● Your objective: In the records below, find every line that contains "background" and list it.
--- Extracted records Enclosed Below ---
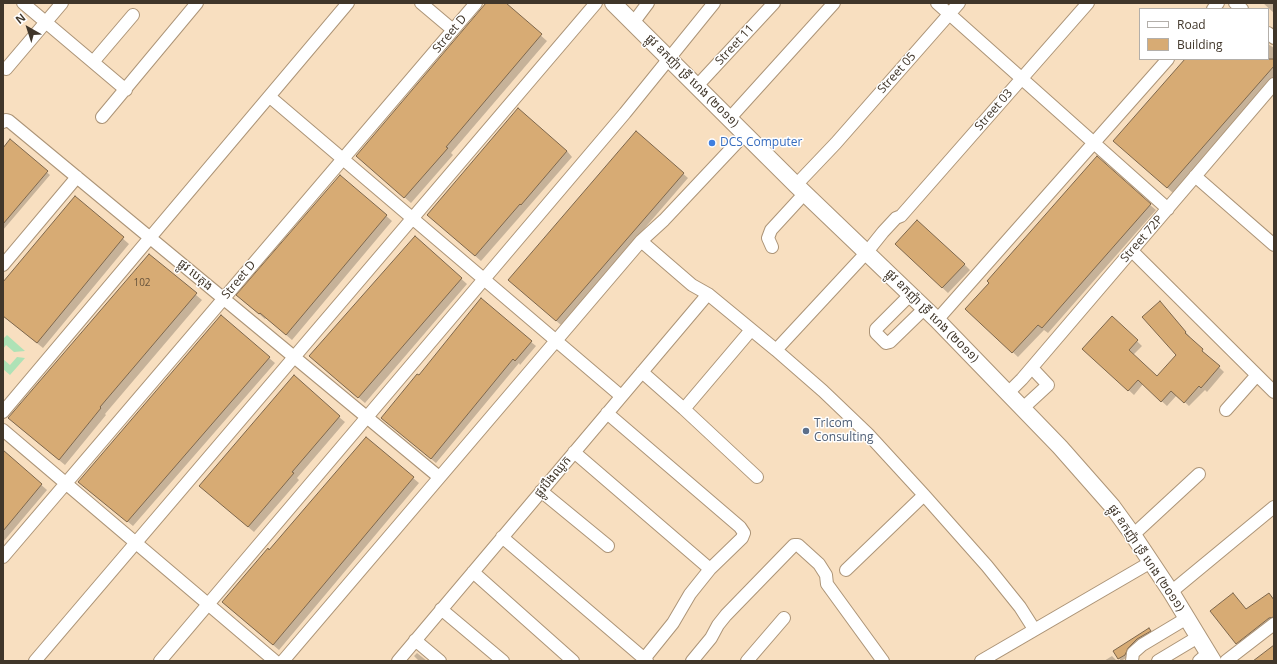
<!DOCTYPE html>
<meta charset="utf-8">
<style>
body{margin:0}
#map{position:relative;width:1277px;height:664px;overflow:hidden;background:#f8dfc0;font-family:"Open Sans",sans-serif}
canvas{display:block}
.frame{position:absolute;inset:0;border:4px solid #40362a;pointer-events:none}
.legend{position:absolute;left:1139px;top:8px;width:130px;height:52px;box-sizing:border-box;background:#fff;border:1px solid #b3afaa;margin:0;padding:5px 7px;list-style:none;font-size:12px;color:#40362a}
.legend li{display:flex;align-items:center;gap:8px;height:20px}
.legend b{width:20px;border:1px solid #b3afaa}
.north{position:absolute;left:8px;top:8px;width:40px;height:40px;-webkit-text-stroke:3px #fff;paint-order:stroke;rotate:321deg;font-size:11px;font-weight:700;line-height:16px;text-align:center;color:#40362a}
.north::after{content:'';display:block;margin:auto;width:14px;height:18px;background:#40362a;clip-path:polygon(50% 0,100% 100%,50% 72%,0 100%)}
</style>
<div id="map">
<canvas width="1277" height="664"></canvas>
<div class="frame"></div>
<ul class="legend">
<li><b style="height:5px;background:#fff"></b>Road</li>
<li><b style="height:11px;background:#d7ab74"></b>Building</li>
</ul>
<div class="north">N</div>
</div>
<script>
const ctx = document.querySelector('canvas').getContext('2d');
ctx.lineJoin = 'round';
function fill(path, color) {
  ctx.fillStyle = color;
  ctx.fill(path, 'evenodd');
}
function shape(rows) {
  const path = new Path2D();
  for (const r of rows) {
    path.moveTo(r[0], r[1]);
    for (let i = 2; i < r.length; i += 2) path.lineTo(r[i], r[i + 1]);
  }
  return path;
}
function strokePath(path, color, width, dash) {
  ctx.strokeStyle = color;
  ctx.lineWidth = width;
  ctx.lineCap = dash ? 'butt' : 'round';
  ctx.setLineDash(dash || []);
  ctx.stroke(path);
}
function drawText(font, color, halo, rows, align = 'center') {
  ctx.font = font + ' "Open Sans","Noto Sans Khmer",sans-serif';
  ctx.lineWidth = 3;
  ctx.setLineDash([]);
  ctx.textBaseline = 'middle';
  ctx.strokeStyle = halo;
  ctx.fillStyle = color;
  for (const [text, x, y, turn = 0] of rows) {
    ctx.save();
    ctx.translate(x, y);
    ctx.rotate((+turn || 0) * Math.PI / 180);
    ctx.textAlign = isNaN(turn) ? turn : align;
    if (halo) ctx.strokeText(text, 0, 0);
    ctx.fillText(text, 0, 0);
    ctx.restore();
  }
}
const green = shape([
 [7,335,25,351,14,352,6,345,3,349,3,339],
 [17,357,25,358,10,375,3,369,3,359,10,365]
]);
const shadow = shape([
 [488,3,504,3,547,41,451,153,453,155,411,203,363,161],
 [1263,3,1274,3,1274,13],
 [1268,44,1274,48,1274,78,1173,193,1120,146,1186,59,1268,59],
 [636,133,688,178,561,325,513,284],
 [10,141,50,175,3,230,3,149],
 [567,151,572,157,481,261,434,220],
 [340,176,392,221,292,340,266,318,265,319,243,301],
 [75,197,129,244,43,348,3,316,3,284],
 [1150,205,1156,210,1048,333,1044,330,1018,357,972,314,991,283],
 [415,237,467,284,365,403,316,362],
 [902,250,964,264,970,270,948,293],
 [149,256,202,300,105,414,106,415,65,465,15,424],
 [1164,307,1190,337,1189,338,1224,372,1207,392,1205,390,1189,406,1177,395,1167,406,1143,384,1134,395,1088,353,1112,317,1142,346,1133,355,1157,377,1177,355],
 [221,317,275,363,133,526,85,487],
 [531,342,536,346,520,365,519,363,436,463,382,418,419,376],
 [339,417,345,422,297,478,299,480,254,532,200,486],
 [3,451,47,490,3,542],
 [413,478,419,483,279,650,229,608,270,551],
 [1233,594,1246,610,1269,594,1274,600,1274,621,1240,647,1237,643],
 [1149,629,1153,634,1128,657,1121,661,1114,651],
 [417,653,427,661,419,661,414,656],
 [1112,656,1117,661,1104,661]
]);
const building = shape([
 [486,3,506,3,542,34,446,147,448,148,404,198,356,156,486,3],
 [1185,59,1274,59,1274,66,1167,188,1113,141,1185,59],
 [518,108,567,151,521,205,520,204,475,256,427,215,518,108],
 [636,131,684,173,556,321,508,280,636,131],
 [10,139,48,171,3,224,3,148,10,139],
 [1097,156,1151,204,1042,328,1038,325,1012,353,965,309,989,283,987,281,1097,156],
 [340,175,387,215,286,335,260,313,259,314,236,295,340,175],
 [75,196,124,237,37,343,3,316,3,282,75,196],
 [917,220,965,264,942,288,895,244,917,220],
 [415,236,462,278,358,398,309,356,415,236],
 [149,254,197,293,100,407,101,408,59,460,8,418,149,254],
 [481,298,532,341,515,361,513,359,431,459,381,418,417,374,419,375,481,298],
 [1160,301,1186,332,1185,333,1203,349,1202,351,1220,366,1201,388,1199,386,1184,403,1171,391,1161,402,1138,380,1128,391,1082,349,1112,316,1138,340,1129,350,1157,376,1176,355,1142,317,1160,301],
 [221,315,270,357,127,522,78,482,221,315],
 [294,375,340,416,292,472,294,473,248,527,199,486,294,375],
 [366,437,414,477,273,645,222,602,268,548,269,550,366,437],
 [3,450,42,484,3,531,3,450],
 [1233,593,1246,609,1269,593,1274,600,1274,617,1269,618,1236,644,1210,611,1233,593],
 [1149,628,1151,631,1137,639,1128,648,1125,655,1118,659,1113,651,1149,628],
 [1274,645,1274,661,1253,661,1274,645]
]);
const minor = shape([
 [23,3,126,90],
 [421,3,453,30],
 [937,3,1168,209],
 [1235,3,1242,9],
 [1213,9,1218,3],
 [633,23,648,3],
 [1268,33,1274,38],
 [93,62,133,15],
 [6,69,62,3],
 [697,86,774,3],
 [270,97,621,396],
 [102,117,197,3],
 [729,119,834,3],
 [3,122,6,120,9,121,439,477],
 [1195,176,1274,245],
 [796,185,836,143,959,3],
 [641,241,692,285,708,294,776,350,823,391,868,434,924,495,987,566,1020,607,1034,629],
 [772,247,768,238,771,230,805,193],
 [1132,251,1274,392],
 [3,265,77,177],
 [911,294,876,329,876,333,886,343,890,342,925,308],
 [937,320,1168,59],
 [776,350,867,252,883,232,896,218,901,216,1088,3],
 [642,372,684,409,757,477],
 [1008,393,1022,379,1274,84],
 [1023,408,1048,385,1032,368],
 [684,409,751,330],
 [1226,410,1257,375],
 [3,412,348,3],
 [607,413,740,527,744,533,742,538,710,569,690,594,673,623,644,659],
 [3,430,275,661],
 [574,452,710,569],
 [541,491,608,546],
 [1133,535,1199,474],
 [502,537,647,661],
 [3,557,476,3],
 [846,570,924,495],
 [473,572,573,661],
 [1171,592,1274,507],
 [441,609,503,661],
 [415,640,440,661],
 [35,661,596,3],
 [160,661,625,113,714,3],
 [283,661,641,241,664,220,745,134],
 [398,661,708,294],
 [692,661,711,638,718,625,726,615,794,545,798,545,819,564,826,575,827,584,883,661],
 [747,661,784,618],
 [981,661,1151,562],
 [1132,661,1133,653,1142,645,1187,618],
 [1158,661,1198,637],
 [1199,661,1208,653],
 [1226,661,1274,624]
]);
const major = shape([
 [613,3,796,185,937,320,1060,447,1112,506,1133,535,1171,592,1213,661]
]);
const markers = [
 [712,143,4,"#3f7fe0"],
 [806,431,4,"#5c6f8a"]
];
const numberNames = [
 ["102",142,283]
];
const streetNames = [
 ["Street D",450,34,-50],
 ["Street 11",735,45,-47],
 ["Street 05",897,73,-48],
 ["ផ្លូវ ឧកញ៉ា ទ្រី ហេង (២០១១)",692,81,45],
 ["Street 03",994,110,-49],
 ["Street 72P",1142,239,-49],
 ["ផ្លូវ បេតុង",195,275,40],
 ["Street D",239,280,-50],
 ["ផ្លូវ ឧកញ៉ា ទ្រី ហេង (២០១១)",932,316,45],
 ["ផ្លូវបឹងឈូក",553,477,-50],
 ["ផ្លូវ ឧកញ៉ា ទ្រី ហេង (២០១១)",1146,558,56]
];
const shopNames = [
 ["DCS Computer",720,143]
];
const serviceNames = [
 ["TrIcom",814,424],
 ["Consulting",814,438]
];
fill(green, '#aee2b6');
fill(shadow, '#0003');
fill(building, '#d7ab74');
strokePath(building, '#7e674c', 1);
strokePath(minor, '#ac9477', 14);
strokePath(major, '#ac9477', 18);
strokePath(minor, '#fff', 12);
strokePath(major, '#fff', 16);
for (const [x, y, r, color] of markers) {
  const dot = new Path2D();
  dot.arc(x, y, r, 0, 2 * Math.PI);
  ctx.fillStyle = color;
  ctx.fill(dot);
  strokePath(dot, '#fff', 1.5);
}
drawText('10px', '#66533c', null, numberNames);
drawText('12px', '#40362a', '#fff', streetNames);
drawText('12px', '#366cbe', '#fff', shopNames, 'left');
drawText('12px', '#4e5e75', '#fff', serviceNames, 'left');
</script>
--- End of Enclosed Extracted records ---
● Answer to this exercise:
#map{position:relative;width:1277px;height:664px;overflow:hidden;background:#f8dfc0;font-family:"Open Sans",sans-serif}
.legend{position:absolute;left:1139px;top:8px;width:130px;height:52px;box-sizing:border-box;background:#fff;border:1px solid #b3afaa;margin:0;padding:5px 7px;list-style:none;font-size:12px;color:#40362a}
.north::after{content:'';display:block;margin:auto;width:14px;height:18px;background:#40362a;clip-path:polygon(50% 0,100% 100%,50% 72%,0 100%)}
<li><b style="height:5px;background:#fff"></b>Road</li>
<li><b style="height:11px;background:#d7ab74"></b>Building</li>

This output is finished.